Improve navigation ease and speed. Increase the number of people performing desired behaviors on your site.

Map out your website like a physical space.

Line up the elements of your website with the elements of a physical building:

  • The product or website is the building itself.
  • The menu or navigation* is the hallway, building map, and signage.
  • Each individual page is a room in the building.
  • Each widget is a functional area in a room, like a kitchenette in an open-space office.
  • Individual components on a page are pieces of furniture in a room.

Chart standard visitor journeys through your website. Modify the language on charted pages to be movement-oriented, with before, during, and after stages.

  • Before stage: Just beginning the journey. Use words like start.
  • During stage: On the journey. Use words like progress, at this step, and on this page. Indicate movement forwards or backwards using words like previous or next, or using left and right arrows.
  • After stage: The journey is complete. Use words like finished or done. Provide suggestions for next steps where appropriate.

Create consistent directional language throughout the website to avoid confusing users.

Because virtual processes use more abstract language, users can get more easily confused. Consistent language is key to keeping the process intuitive, like always using next to move to the next step instead of interchanging next and forward.
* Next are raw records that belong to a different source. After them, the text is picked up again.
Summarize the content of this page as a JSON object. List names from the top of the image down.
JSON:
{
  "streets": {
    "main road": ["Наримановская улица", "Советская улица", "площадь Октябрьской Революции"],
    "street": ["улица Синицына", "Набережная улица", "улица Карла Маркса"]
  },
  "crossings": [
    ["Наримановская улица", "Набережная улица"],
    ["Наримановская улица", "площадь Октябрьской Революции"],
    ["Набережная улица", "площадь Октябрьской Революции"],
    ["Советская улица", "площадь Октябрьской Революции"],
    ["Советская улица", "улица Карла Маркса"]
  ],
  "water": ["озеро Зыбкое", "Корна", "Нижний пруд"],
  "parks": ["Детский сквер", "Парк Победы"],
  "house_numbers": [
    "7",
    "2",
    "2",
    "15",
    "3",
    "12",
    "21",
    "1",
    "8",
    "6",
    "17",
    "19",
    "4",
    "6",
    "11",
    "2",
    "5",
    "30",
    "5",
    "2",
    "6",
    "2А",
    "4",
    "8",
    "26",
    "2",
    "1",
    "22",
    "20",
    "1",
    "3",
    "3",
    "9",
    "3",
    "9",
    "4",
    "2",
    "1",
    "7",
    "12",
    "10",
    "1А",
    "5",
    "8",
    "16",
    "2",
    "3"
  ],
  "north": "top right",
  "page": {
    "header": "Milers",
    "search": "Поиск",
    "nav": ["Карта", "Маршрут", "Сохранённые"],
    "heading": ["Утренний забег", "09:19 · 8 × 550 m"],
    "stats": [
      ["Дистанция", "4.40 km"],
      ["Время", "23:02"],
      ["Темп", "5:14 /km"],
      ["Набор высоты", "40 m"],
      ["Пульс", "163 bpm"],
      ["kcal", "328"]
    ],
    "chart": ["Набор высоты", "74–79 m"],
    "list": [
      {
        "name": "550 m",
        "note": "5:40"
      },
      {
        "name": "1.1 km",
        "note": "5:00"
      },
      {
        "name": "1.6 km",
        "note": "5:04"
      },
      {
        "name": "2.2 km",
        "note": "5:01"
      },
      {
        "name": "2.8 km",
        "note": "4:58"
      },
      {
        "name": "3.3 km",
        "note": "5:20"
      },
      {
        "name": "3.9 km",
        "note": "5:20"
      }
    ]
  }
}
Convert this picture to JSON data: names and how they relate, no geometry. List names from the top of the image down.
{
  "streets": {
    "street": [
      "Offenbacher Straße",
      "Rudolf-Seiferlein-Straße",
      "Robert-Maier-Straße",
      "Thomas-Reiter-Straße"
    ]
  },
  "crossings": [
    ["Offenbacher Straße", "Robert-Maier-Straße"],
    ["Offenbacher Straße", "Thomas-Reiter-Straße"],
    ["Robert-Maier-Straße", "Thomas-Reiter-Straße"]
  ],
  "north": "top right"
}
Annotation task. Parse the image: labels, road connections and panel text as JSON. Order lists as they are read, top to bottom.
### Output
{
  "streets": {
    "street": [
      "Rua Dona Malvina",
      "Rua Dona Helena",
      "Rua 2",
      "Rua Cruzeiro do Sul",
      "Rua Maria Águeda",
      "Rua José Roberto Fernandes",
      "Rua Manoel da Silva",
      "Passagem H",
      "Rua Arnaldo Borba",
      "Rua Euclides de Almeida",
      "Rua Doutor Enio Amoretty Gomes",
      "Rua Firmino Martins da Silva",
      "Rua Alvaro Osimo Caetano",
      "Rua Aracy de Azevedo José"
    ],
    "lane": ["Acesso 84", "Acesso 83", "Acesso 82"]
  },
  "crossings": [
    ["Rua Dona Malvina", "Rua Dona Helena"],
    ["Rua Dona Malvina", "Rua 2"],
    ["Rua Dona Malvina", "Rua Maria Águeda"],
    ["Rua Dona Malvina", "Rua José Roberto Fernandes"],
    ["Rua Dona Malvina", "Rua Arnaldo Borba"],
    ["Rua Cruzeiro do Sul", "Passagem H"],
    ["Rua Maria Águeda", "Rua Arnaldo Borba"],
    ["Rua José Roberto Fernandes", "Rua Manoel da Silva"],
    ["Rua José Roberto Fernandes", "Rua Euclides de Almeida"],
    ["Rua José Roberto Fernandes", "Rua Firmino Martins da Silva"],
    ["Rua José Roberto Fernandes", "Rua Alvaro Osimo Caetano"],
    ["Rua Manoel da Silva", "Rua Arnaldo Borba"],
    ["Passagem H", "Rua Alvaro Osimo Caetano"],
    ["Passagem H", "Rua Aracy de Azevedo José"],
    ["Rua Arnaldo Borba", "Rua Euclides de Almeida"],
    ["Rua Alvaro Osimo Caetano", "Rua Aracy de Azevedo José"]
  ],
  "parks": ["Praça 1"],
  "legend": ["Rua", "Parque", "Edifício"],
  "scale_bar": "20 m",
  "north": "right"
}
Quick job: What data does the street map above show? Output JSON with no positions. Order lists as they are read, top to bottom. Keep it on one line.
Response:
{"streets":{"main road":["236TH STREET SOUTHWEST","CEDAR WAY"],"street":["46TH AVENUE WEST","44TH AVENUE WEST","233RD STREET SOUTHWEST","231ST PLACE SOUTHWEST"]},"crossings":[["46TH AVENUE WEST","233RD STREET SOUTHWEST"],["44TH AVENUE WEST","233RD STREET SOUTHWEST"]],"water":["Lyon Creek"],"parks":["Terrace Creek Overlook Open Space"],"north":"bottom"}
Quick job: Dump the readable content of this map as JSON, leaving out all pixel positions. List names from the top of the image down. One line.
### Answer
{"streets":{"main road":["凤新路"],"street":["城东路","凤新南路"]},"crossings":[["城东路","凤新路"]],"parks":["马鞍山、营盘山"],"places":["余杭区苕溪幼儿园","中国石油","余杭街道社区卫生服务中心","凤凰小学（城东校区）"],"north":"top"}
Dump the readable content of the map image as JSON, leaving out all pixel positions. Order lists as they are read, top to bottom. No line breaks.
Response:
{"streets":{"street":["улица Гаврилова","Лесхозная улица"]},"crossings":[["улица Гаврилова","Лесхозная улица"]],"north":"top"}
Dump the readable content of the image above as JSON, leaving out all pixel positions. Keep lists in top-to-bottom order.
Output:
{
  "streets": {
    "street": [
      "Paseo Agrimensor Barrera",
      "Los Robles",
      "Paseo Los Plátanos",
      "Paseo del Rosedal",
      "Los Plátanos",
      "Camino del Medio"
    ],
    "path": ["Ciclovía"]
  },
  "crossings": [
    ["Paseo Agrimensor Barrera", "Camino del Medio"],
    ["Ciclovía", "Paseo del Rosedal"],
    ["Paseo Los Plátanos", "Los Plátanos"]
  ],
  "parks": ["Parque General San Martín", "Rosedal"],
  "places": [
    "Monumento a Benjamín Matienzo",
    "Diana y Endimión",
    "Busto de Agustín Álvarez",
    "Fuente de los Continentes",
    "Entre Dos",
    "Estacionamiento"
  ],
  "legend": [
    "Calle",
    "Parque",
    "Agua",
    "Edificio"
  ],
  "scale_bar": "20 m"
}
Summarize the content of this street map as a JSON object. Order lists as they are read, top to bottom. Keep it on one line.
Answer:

Apply visual directional cues to guide your audience to the parts of your website that matter most for moving forward in the journey.

Use subtle or obvious cues:

  • An image of a person looking at a form or button will make your audience more likely to notice it.
  • An arrow pointing towards the form or button achieves the same effect, but also makes the audience aware that you’re trying to draw their attention to it.

Prioritize CTA buttons so that they’re the first thing your audience sees on a page. Use action verbs, high-contrast colors, and unique shapes to draw the viewer’s eye.

Check that each of your CTAs provides a high quality, positive reinforcement when a user performs the desired behavior.

The behaviorism technique of trigger-behavior-reinforcement can help you to train users to act the way you want them to on your site.

  • Trigger: The CTA, like download our paper, that prompts the audience to act.
  • User behavior: Follows that trigger if its promises and benefits line up with the user’s needs and desires.
  • Reinforcer: What the user receives in return, like a piece of content. The quality of the piece of content the user receives then increases or decreases the odds that they’ll take a similar action again in the future.

Underpromising and overdelivering can be a significant motivator for your audience, increasing their chances of being delighted by the reward and making them more likely to follow through on content and facilitators from your brand in the future. Underdelivering leaves your audience disappointed and damages the prospects of building a long-term relationship with those users.